**Records from a data collection**
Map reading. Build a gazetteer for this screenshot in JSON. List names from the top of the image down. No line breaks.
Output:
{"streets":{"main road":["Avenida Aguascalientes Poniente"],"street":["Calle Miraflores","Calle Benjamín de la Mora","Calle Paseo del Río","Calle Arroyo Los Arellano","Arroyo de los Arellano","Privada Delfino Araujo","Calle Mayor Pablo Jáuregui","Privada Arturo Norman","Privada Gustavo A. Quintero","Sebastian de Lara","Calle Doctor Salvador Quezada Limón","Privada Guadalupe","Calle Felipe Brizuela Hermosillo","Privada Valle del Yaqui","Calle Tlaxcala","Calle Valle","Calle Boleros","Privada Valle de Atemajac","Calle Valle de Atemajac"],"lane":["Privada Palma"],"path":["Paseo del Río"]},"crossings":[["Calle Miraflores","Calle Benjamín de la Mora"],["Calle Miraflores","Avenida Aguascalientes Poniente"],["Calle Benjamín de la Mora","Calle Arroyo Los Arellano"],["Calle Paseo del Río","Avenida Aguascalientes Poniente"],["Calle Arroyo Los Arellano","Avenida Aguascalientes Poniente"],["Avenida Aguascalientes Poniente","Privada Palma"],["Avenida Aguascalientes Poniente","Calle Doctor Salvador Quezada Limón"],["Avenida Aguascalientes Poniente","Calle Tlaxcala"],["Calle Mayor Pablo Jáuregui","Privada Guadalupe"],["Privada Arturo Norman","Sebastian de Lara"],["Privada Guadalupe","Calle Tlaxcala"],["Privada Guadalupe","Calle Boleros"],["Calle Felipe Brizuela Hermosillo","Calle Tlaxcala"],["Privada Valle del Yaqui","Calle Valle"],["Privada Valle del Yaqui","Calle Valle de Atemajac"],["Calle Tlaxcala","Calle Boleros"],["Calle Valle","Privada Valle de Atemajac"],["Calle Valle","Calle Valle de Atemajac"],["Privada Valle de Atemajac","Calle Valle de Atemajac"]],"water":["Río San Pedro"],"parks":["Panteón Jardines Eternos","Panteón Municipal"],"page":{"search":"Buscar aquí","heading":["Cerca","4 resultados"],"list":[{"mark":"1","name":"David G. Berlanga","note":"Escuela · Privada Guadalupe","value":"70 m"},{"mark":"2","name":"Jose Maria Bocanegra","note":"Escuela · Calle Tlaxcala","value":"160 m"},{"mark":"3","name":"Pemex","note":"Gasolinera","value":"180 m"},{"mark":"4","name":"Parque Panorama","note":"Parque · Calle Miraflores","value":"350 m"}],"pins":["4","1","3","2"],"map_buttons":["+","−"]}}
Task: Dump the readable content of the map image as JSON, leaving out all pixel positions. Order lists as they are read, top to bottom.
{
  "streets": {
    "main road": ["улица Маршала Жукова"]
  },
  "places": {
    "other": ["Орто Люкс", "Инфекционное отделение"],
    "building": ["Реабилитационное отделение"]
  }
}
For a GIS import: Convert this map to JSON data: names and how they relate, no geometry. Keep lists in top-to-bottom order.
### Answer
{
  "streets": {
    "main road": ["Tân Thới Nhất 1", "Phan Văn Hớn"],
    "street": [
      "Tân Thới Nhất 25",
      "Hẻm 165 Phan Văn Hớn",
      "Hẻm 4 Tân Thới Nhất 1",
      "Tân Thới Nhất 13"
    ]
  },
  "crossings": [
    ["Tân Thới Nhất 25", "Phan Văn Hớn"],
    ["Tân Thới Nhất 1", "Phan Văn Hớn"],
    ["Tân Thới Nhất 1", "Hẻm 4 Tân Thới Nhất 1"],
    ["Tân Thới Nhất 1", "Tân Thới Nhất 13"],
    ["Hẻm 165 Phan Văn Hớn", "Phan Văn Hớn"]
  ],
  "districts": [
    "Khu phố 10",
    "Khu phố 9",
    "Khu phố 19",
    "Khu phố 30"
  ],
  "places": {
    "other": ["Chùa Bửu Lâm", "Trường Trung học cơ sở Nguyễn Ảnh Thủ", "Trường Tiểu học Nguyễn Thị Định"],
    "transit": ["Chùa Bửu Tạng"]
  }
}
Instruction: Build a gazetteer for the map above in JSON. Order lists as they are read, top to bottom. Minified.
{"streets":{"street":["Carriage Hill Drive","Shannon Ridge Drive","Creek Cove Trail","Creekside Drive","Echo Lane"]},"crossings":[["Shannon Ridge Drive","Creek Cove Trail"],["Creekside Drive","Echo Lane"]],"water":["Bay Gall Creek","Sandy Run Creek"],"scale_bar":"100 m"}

**TASK PROMPT**
Above are some records; repeat all of them exactly.

**WRITTEN ANSWER**
Map reading. Build a gazetteer for this screenshot in JSON. List names from the top of the image down. No line breaks.
Output:
{"streets":{"main road":["Avenida Aguascalientes Poniente"],"street":["Calle Miraflores","Calle Benjamín de la Mora","Calle Paseo del Río","Calle Arroyo Los Arellano","Arroyo de los Arellano","Privada Delfino Araujo","Calle Mayor Pablo Jáuregui","Privada Arturo Norman","Privada Gustavo A. Quintero","Sebastian de Lara","Calle Doctor Salvador Quezada Limón","Privada Guadalupe","Calle Felipe Brizuela Hermosillo","Privada Valle del Yaqui","Calle Tlaxcala","Calle Valle","Calle Boleros","Privada Valle de Atemajac","Calle Valle de Atemajac"],"lane":["Privada Palma"],"path":["Paseo del Río"]},"crossings":[["Calle Miraflores","Calle Benjamín de la Mora"],["Calle Miraflores","Avenida Aguascalientes Poniente"],["Calle Benjamín de la Mora","Calle Arroyo Los Arellano"],["Calle Paseo del Río","Avenida Aguascalientes Poniente"],["Calle Arroyo Los Arellano","Avenida Aguascalientes Poniente"],["Avenida Aguascalientes Poniente","Privada Palma"],["Avenida Aguascalientes Poniente","Calle Doctor Salvador Quezada Limón"],["Avenida Aguascalientes Poniente","Calle Tlaxcala"],["Calle Mayor Pablo Jáuregui","Privada Guadalupe"],["Privada Arturo Norman","Sebastian de Lara"],["Privada Guadalupe","Calle Tlaxcala"],["Privada Guadalupe","Calle Boleros"],["Calle Felipe Brizuela Hermosillo","Calle Tlaxcala"],["Privada Valle del Yaqui","Calle Valle"],["Privada Valle del Yaqui","Calle Valle de Atemajac"],["Calle Tlaxcala","Calle Boleros"],["Calle Valle","Privada Valle de Atemajac"],["Calle Valle","Calle Valle de Atemajac"],["Privada Valle de Atemajac","Calle Valle de Atemajac"]],"water":["Río San Pedro"],"parks":["Panteón Jardines Eternos","Panteón Municipal"],"page":{"search":"Buscar aquí","heading":["Cerca","4 resultados"],"list":[{"mark":"1","name":"David G. Berlanga","note":"Escuela · Privada Guadalupe","value":"70 m"},{"mark":"2","name":"Jose Maria Bocanegra","note":"Escuela · Calle Tlaxcala","value":"160 m"},{"mark":"3","name":"Pemex","note":"Gasolinera","value":"180 m"},{"mark":"4","name":"Parque Panorama","note":"Parque · Calle Miraflores","value":"350 m"}],"pins":["4","1","3","2"],"map_buttons":["+","−"]}}
Task: Dump the readable content of the map image as JSON, leaving out all pixel positions. Order lists as they are read, top to bottom.
{
  "streets": {
    "main road": ["улица Маршала Жукова"]
  },
  "places": {
    "other": ["Орто Люкс", "Инфекционное отделение"],
    "building": ["Реабилитационное отделение"]
  }
}
For a GIS import: Convert this map to JSON data: names and how they relate, no geometry. Keep lists in top-to-bottom order.
### Answer
{
  "streets": {
    "main road": ["Tân Thới Nhất 1", "Phan Văn Hớn"],
    "street": [
      "Tân Thới Nhất 25",
      "Hẻm 165 Phan Văn Hớn",
      "Hẻm 4 Tân Thới Nhất 1",
      "Tân Thới Nhất 13"
    ]
  },
  "crossings": [
    ["Tân Thới Nhất 25", "Phan Văn Hớn"],
    ["Tân Thới Nhất 1", "Phan Văn Hớn"],
    ["Tân Thới Nhất 1", "Hẻm 4 Tân Thới Nhất 1"],
    ["Tân Thới Nhất 1", "Tân Thới Nhất 13"],
    ["Hẻm 165 Phan Văn Hớn", "Phan Văn Hớn"]
  ],
  "districts": [
    "Khu phố 10",
    "Khu phố 9",
    "Khu phố 19",
    "Khu phố 30"
  ],
  "places": {
    "other": ["Chùa Bửu Lâm", "Trường Trung học cơ sở Nguyễn Ảnh Thủ", "Trường Tiểu học Nguyễn Thị Định"],
    "transit": ["Chùa Bửu Tạng"]
  }
}
Instruction: Build a gazetteer for the map above in JSON. Order lists as they are read, top to bottom. Minified.
{"streets":{"street":["Carriage Hill Drive","Shannon Ridge Drive","Creek Cove Trail","Creekside Drive","Echo Lane"]},"crossings":[["Shannon Ridge Drive","Creek Cove Trail"],["Creekside Drive","Echo Lane"]],"water":["Bay Gall Creek","Sandy Run Creek"],"scale_bar":"100 m"}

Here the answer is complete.